On the basis of present work, the major outcomes are given below:

  1. (1)

    The BM grains size increased, and the twin crystals rate decreased with increasing heat treatment temperature up to 850 °C. At this later, the grains are similarly equiaxed with appearance of new small grains. The size of the austenite grains is enclosed between 83.94 and 87.66 µm, which is not much modified compared to the as-welded sample (81.92 µm). However, at 1050 °C, there is a significant increase in the austenitic grains size (93.30 µm).

  2. (2)

    The HAZ grains size decreased with increasing heat treatment temperature up to 850 °C (84.45–95.98 µm) compared to the as-welded sample (102.95 µm). However, at 1050 °C, there is an increase in the austenitic grains size (108.53 µm).

  3. (3)

    X-ray diffraction and energy-dispersive spectroscopy techniques revealed the non-existence of intermetallic phases as σ or chromium carbide.

  4. (4)

    The PWHT temperature has low impact on the tensile strengths but improves the elongation of the weldments.

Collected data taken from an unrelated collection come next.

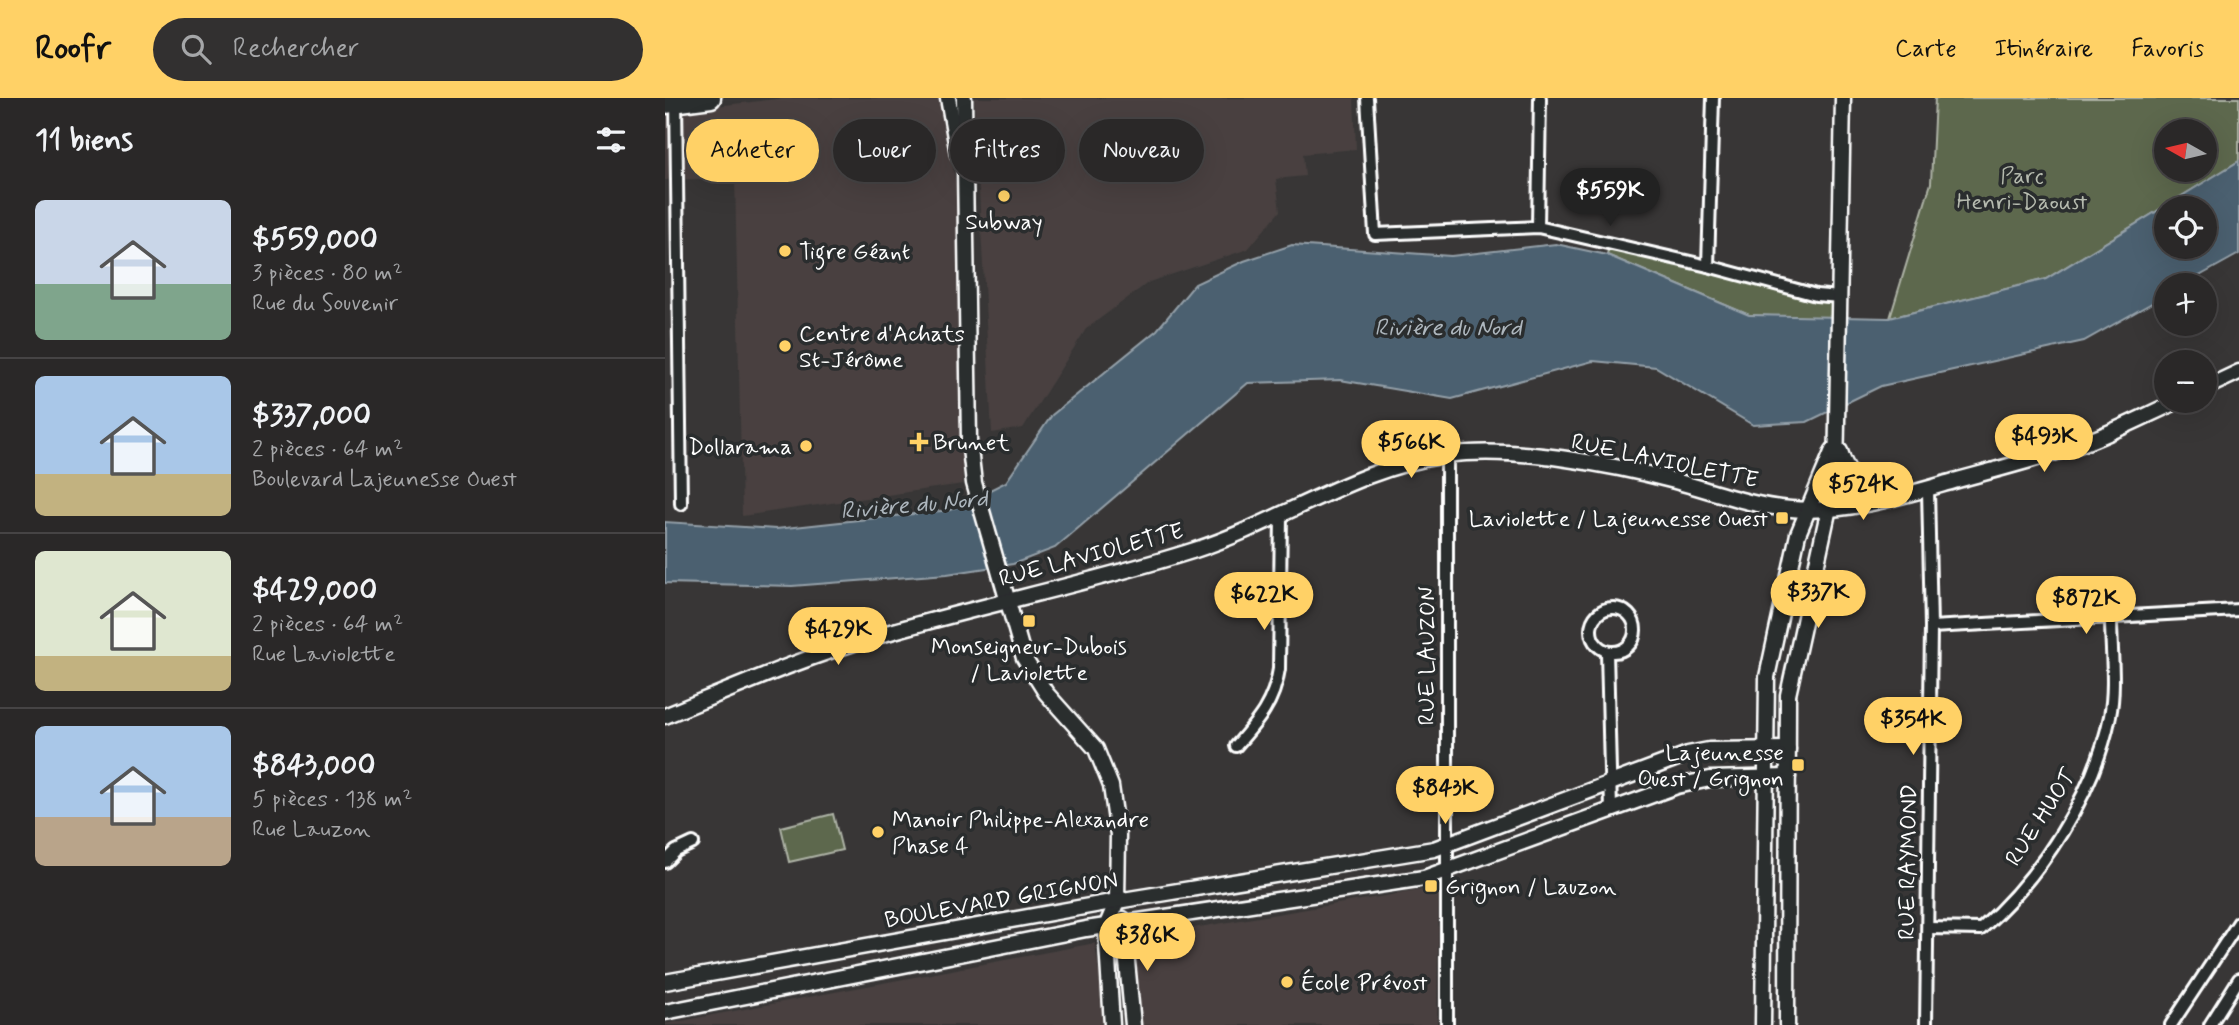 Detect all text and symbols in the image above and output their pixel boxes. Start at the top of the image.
search box [153,18,643,81]
text: Roofr [35,27,111,71]
icon: search [177,30,215,68]
text: Rechercher [233,32,359,66]
text: Carte [1895,34,1957,65]
text: Itinéraire [1995,34,2093,65]
text: Favoris [2131,34,2204,65]
chip: Acheter [686,119,819,182]
chip: Louer [833,119,936,182]
chip: Filtres [950,119,1065,182]
chip: Nouveau [1079,119,1204,182]
north arrow [2154,119,2217,182]
map controls [2154,119,2217,413]
text: 11 biens [35,121,133,160]
icon: filters [592,121,630,159]
park label: Parc Henri-Daoust [1957,162,2088,218]
pin: $559K [1561,169,1659,228]
text: $559K [1576,176,1644,206]
marker: Subway [996,188,1012,204]
button: locate [2154,196,2217,259]
place label: Subway [965,208,1043,238]
text: $559,000 [252,220,378,259]
icon: home [91,228,175,312]
place label: Tigre Géant [799,238,910,270]
marker: Tigre Géant [777,243,793,259]
text: 3 pièces · 80 m² [252,259,403,289]
button: + [2154,273,2217,336]
text: Rue du Souvenir [252,289,398,319]
water label: Rivière du Nord [1374,313,1524,344]
place label: Centre d'Achats St-Jérôme [799,320,965,376]
marker: Centre d'Achats St-Jérôme [777,338,793,354]
button: − [2154,350,2217,413]
text: $337,000 [252,396,371,435]
icon: home [91,404,175,488]
pin: $493K [1995,414,2093,474]
pin: $566K [1362,420,1460,480]
text: $493K [2011,422,2077,452]
text: $566K [1377,428,1445,458]
street label: RUE LAVIOLETTE [1568,428,1761,496]
place label: Brunet [933,429,1010,459]
place label: Dollarama [688,433,792,463]
marker: Brunet [911,434,927,450]
text: 2 pièces · 64 m² [252,435,403,465]
marker: Dollarama [798,438,814,454]
pin: $524K [1814,462,1912,522]
text: Boulevard Lajeunesse Ouest [252,465,517,495]
text: $524K [1828,470,1898,500]
water label: Rivière du Nord [839,483,991,527]
place label: Laviolette / Lajeunesse Ouest [1469,505,1768,535]
marker: Laviolette / Lajeunesse Ouest [1774,510,1790,526]
street label: RUE LAVIOLETTE [996,517,1187,595]
pin: $337K [1769,570,1867,630]
text: $429,000 [252,571,377,610]
pin: $622K [1215,573,1313,632]
pin: $872K [2037,576,2135,636]
text: $337K [1787,578,1849,608]
icon: home [91,579,175,663]
text: $622K [1230,580,1298,610]
text: $872K [2052,584,2120,614]
street label: RUE LAUZON [1413,586,1443,726]
pin: $429K [789,608,887,667]
text: 2 pièces · 64 m² [252,610,403,640]
marker: Monseigneur-Dubois / Laviolette [1021,613,1037,629]
text: $429K [804,615,872,645]
place label: Monseigneur-Dubois / Laviolette [931,633,1127,689]
text: Rue Laviolette [252,640,396,670]
pin: $354K [1864,698,1962,757]
text: $354K [1880,705,1946,735]
place label: Lajeunesse Ouest / Grignon [1637,739,1784,797]
text: $843,000 [252,746,375,785]
icon: home [91,754,175,838]
marker: Lajeunesse Ouest / Grignon [1790,757,1806,773]
street label: RUE HUOT [1999,763,2085,872]
pin: $843K [1396,766,1494,826]
text: $843K [1412,774,1478,804]
street label: RUE RAYMOND [1893,784,1925,940]
text: 5 pièces · 138 m² [252,785,413,815]
place label: Manoir Philippe-Alexandre Phase 4 [892,806,1149,862]
text: Rue Lauzon [252,815,371,845]
marker: Manoir Philippe-Alexandre Phase 4 [870,824,886,840]
street label: BOULEVARD GRIGNON [882,866,1120,936]
place label: Grignon / Lauzon [1445,873,1616,905]
marker: Grignon / Lauzon [1423,878,1439,894]
pin: $386K [1098,914,1196,973]
text: $386K [1115,921,1179,951]
place label: École Prévost [1301,968,1428,999]
marker: École Prévost [1279,974,1295,990]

This can clearly be seen for the specimen treated at 650 °C, and which shows a better ductility.

  5. (5)

    The micro-hardness for all the weld zones (WZs) exhibited lower values compared to the base metal (BM) and heat affected zone (HAZ).

  6. (6)

    The PWHT at 1050 °C presents the best and stable micro-hardness profile, similar to that of the as-weld specimen but with higher values in the weld zone. Otherwise, the PWHT at 650 and 850 °C should be avoided due to the non-homogeneous micro-hardness profile.

  7. (7)

    Based upon the present study, it is suggested that the microstructural changes always play a significant role in determining the mechanical properties of the weldment and can be improved by varying the temperature or time of the post-weld heat treatment.